## Given records
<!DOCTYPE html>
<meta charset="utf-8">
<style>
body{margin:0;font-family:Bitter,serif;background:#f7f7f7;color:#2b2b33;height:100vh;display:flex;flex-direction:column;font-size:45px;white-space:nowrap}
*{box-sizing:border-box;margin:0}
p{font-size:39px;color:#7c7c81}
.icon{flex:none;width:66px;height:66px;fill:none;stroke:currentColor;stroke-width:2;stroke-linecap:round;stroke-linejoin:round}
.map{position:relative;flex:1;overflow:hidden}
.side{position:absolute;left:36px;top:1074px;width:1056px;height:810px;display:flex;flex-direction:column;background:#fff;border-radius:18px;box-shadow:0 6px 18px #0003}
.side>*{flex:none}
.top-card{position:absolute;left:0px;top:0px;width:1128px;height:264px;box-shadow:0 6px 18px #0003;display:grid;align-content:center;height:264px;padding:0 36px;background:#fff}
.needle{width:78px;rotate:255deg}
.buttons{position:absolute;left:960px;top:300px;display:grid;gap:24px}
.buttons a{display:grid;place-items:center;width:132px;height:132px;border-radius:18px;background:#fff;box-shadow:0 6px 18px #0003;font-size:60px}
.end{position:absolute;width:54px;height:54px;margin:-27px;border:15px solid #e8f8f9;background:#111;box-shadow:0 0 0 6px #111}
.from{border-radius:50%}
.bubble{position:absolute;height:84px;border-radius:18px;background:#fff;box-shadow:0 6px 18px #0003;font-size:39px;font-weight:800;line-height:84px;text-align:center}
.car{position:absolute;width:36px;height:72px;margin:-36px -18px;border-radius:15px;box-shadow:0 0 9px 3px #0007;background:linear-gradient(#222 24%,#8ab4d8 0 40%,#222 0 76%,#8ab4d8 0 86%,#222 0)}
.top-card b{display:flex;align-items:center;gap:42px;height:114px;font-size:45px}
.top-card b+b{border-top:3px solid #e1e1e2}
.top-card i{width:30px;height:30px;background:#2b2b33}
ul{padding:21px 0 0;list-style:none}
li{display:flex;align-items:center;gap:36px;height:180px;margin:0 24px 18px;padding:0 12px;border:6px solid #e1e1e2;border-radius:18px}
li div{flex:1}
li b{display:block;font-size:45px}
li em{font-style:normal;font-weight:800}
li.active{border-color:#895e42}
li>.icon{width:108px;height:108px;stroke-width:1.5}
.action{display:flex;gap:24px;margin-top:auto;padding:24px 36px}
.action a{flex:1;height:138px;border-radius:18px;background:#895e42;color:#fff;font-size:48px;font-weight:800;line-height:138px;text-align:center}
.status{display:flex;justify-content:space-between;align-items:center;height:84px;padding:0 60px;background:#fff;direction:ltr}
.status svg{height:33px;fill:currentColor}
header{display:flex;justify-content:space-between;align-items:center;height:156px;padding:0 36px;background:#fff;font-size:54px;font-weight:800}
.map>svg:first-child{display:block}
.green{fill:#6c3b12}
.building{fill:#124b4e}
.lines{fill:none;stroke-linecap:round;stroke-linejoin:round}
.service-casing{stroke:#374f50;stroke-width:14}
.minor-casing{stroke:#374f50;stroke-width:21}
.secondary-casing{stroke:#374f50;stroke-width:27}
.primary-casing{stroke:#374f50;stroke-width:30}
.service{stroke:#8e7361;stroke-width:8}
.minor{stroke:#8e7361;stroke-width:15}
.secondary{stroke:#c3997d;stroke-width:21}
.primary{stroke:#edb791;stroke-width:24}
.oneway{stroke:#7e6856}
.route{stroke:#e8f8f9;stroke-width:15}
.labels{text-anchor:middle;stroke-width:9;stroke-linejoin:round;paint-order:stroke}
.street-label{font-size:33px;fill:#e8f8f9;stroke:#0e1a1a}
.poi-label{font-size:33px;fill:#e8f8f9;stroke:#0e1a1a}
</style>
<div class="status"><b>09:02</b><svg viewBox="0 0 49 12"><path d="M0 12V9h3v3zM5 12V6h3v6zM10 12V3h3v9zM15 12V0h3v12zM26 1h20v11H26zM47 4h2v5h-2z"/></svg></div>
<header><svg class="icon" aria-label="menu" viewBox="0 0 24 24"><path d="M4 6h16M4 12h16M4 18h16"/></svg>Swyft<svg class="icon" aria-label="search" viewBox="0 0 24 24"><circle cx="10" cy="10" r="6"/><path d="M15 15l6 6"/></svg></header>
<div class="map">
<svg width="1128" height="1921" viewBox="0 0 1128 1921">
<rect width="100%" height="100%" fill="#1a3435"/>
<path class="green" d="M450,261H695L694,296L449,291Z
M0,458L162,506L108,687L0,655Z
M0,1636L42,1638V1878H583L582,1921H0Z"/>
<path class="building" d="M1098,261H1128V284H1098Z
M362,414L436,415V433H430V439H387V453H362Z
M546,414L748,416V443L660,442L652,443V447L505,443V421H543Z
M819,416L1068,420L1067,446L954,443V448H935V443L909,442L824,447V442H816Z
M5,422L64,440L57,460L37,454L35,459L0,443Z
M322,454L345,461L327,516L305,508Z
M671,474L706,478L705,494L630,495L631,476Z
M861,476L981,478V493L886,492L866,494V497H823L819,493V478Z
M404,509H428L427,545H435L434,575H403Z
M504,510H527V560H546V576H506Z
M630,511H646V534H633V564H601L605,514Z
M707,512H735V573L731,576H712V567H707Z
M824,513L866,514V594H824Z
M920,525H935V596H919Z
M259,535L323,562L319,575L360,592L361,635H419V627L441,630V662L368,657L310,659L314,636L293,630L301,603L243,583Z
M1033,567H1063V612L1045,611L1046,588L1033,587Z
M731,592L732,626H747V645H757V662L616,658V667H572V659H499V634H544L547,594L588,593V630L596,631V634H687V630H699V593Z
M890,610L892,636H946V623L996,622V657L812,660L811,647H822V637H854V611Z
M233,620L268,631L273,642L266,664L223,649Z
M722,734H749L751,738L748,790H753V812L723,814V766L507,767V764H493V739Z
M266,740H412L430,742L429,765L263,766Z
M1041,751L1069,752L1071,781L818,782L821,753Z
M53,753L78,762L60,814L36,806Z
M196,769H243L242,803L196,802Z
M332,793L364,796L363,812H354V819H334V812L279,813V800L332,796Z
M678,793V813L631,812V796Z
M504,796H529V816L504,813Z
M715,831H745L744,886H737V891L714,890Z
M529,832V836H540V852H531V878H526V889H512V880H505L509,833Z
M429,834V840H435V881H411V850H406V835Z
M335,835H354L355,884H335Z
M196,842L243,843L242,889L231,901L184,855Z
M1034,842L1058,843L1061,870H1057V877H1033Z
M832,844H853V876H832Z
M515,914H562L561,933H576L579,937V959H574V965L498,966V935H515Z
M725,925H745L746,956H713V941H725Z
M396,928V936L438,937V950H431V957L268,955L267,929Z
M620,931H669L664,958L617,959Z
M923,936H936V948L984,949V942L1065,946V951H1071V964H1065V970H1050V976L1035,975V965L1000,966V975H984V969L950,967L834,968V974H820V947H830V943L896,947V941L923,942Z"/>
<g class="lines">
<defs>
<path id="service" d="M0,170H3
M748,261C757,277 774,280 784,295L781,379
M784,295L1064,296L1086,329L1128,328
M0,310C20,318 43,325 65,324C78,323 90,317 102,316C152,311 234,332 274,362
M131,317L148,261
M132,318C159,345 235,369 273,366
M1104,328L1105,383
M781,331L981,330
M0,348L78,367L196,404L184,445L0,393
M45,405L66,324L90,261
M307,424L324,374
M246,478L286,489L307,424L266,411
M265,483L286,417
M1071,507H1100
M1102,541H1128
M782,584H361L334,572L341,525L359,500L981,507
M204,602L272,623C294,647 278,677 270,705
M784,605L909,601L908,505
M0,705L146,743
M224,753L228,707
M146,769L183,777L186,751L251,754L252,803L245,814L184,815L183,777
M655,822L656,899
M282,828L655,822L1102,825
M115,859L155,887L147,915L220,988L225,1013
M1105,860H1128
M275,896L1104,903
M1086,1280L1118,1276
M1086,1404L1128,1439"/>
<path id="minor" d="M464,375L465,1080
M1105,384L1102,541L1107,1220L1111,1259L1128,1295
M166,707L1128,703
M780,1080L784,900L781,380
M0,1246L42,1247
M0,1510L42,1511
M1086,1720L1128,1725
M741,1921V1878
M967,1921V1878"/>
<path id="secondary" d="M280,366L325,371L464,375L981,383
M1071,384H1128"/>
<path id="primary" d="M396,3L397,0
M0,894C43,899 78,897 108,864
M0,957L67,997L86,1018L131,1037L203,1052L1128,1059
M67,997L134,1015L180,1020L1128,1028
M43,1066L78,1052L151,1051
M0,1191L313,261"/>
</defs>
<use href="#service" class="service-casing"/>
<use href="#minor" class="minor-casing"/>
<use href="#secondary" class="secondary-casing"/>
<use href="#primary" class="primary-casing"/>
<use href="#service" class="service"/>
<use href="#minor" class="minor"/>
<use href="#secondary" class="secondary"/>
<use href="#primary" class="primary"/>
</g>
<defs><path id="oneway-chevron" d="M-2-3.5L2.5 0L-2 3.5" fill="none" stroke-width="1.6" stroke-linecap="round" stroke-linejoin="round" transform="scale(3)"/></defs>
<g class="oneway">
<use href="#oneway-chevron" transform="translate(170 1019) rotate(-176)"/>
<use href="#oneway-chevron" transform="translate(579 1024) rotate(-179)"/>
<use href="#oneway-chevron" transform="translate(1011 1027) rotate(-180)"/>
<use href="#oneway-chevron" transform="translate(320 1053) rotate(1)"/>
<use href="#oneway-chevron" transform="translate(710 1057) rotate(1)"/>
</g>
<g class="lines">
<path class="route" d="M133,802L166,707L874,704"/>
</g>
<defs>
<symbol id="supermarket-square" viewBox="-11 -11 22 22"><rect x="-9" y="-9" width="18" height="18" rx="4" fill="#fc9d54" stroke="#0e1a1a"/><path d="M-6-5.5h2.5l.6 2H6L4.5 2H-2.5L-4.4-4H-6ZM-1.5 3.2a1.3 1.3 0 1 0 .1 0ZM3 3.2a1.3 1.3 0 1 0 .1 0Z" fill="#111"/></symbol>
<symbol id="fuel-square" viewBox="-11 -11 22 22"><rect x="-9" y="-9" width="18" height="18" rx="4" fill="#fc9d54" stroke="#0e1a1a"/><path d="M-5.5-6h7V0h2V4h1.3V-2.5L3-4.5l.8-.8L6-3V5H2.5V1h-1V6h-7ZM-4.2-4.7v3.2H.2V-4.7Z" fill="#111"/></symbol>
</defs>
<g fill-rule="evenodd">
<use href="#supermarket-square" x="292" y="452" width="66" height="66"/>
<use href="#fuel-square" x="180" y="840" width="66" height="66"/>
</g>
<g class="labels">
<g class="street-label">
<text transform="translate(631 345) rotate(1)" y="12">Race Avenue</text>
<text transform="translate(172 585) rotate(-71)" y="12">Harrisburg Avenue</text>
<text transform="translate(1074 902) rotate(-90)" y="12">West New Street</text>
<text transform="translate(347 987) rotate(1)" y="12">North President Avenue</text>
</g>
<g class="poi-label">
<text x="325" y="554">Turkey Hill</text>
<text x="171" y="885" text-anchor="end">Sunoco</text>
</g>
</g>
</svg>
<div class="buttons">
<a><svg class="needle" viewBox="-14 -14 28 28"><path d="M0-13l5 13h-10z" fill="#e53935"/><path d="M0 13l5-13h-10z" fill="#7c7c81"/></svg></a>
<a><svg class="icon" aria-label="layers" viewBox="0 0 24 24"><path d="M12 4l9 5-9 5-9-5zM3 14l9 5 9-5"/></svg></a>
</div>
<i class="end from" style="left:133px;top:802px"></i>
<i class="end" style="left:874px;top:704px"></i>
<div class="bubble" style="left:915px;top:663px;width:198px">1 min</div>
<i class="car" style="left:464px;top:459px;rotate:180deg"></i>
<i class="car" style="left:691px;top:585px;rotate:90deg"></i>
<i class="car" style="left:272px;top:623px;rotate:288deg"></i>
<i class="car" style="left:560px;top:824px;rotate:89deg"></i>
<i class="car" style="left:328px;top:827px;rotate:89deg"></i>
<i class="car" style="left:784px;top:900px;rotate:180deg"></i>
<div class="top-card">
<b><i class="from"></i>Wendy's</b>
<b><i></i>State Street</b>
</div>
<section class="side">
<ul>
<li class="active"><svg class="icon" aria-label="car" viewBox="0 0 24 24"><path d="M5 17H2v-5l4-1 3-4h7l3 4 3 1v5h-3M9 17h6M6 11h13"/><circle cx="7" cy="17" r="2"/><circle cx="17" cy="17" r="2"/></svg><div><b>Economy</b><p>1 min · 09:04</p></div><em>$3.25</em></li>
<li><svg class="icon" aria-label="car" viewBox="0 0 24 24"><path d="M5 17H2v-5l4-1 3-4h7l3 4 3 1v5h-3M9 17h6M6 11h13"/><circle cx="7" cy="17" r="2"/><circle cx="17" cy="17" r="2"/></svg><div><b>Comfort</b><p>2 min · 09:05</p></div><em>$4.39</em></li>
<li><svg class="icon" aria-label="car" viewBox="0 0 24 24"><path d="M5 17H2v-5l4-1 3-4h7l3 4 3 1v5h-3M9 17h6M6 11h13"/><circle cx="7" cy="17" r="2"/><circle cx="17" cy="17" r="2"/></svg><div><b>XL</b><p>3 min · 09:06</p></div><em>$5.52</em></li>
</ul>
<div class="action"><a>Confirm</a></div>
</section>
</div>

## What this task involves
In the listing above, find the line with "M715,831H745L744,886H737V891L714,890Z" and the line with "M0,894C43,899 78,897 108,864", then reproduce both and every line between them exactly.

## Answer space
M715,831H745L744,886H737V891L714,890Z
M529,832V836H540V852H531V878H526V889H512V880H505L509,833Z
M429,834V840H435V881H411V850H406V835Z
M335,835H354L355,884H335Z
M196,842L243,843L242,889L231,901L184,855Z
M1034,842L1058,843L1061,870H1057V877H1033Z
M832,844H853V876H832Z
M515,914H562L561,933H576L579,937V959H574V965L498,966V935H515Z
M725,925H745L746,956H713V941H725Z
M396,928V936L438,937V950H431V957L268,955L267,929Z
M620,931H669L664,958L617,959Z
M923,936H936V948L984,949V942L1065,946V951H1071V964H1065V970H1050V976L1035,975V965L1000,966V975H984V969L950,967L834,968V974H820V947H830V943L896,947V941L923,942Z"/>
<g class="lines">
<defs>
<path id="service" d="M0,170H3
M748,261C757,277 774,280 784,295L781,379
M784,295L1064,296L1086,329L1128,328
M0,310C20,318 43,325 65,324C78,323 90,317 102,316C152,311 234,332 274,362
M131,317L148,261
M132,318C159,345 235,369 273,366
M1104,328L1105,383
M781,331L981,330
M0,348L78,367L196,404L184,445L0,393
M45,405L66,324L90,261
M307,424L324,374
M246,478L286,489L307,424L266,411
M265,483L286,417
M1071,507H1100
M1102,541H1128
M782,584H361L334,572L341,525L359,500L981,507
M204,602L272,623C294,647 278,677 270,705
M784,605L909,601L908,505
M0,705L146,743
M224,753L228,707
M146,769L183,777L186,751L251,754L252,803L245,814L184,815L183,777
M655,822L656,899
M282,828L655,822L1102,825
M115,859L155,887L147,915L220,988L225,1013
M1105,860H1128
M275,896L1104,903
M1086,1280L1118,1276
M1086,1404L1128,1439"/>
<path id="minor" d="M464,375L465,1080
M1105,384L1102,541L1107,1220L1111,1259L1128,1295
M166,707L1128,703
M780,1080L784,900L781,380
M0,1246L42,1247
M0,1510L42,1511
M1086,1720L1128,1725
M741,1921V1878
M967,1921V1878"/>
<path id="secondary" d="M280,366L325,371L464,375L981,383
M1071,384H1128"/>
<path id="primary" d="M396,3L397,0
M0,894C43,899 78,897 108,864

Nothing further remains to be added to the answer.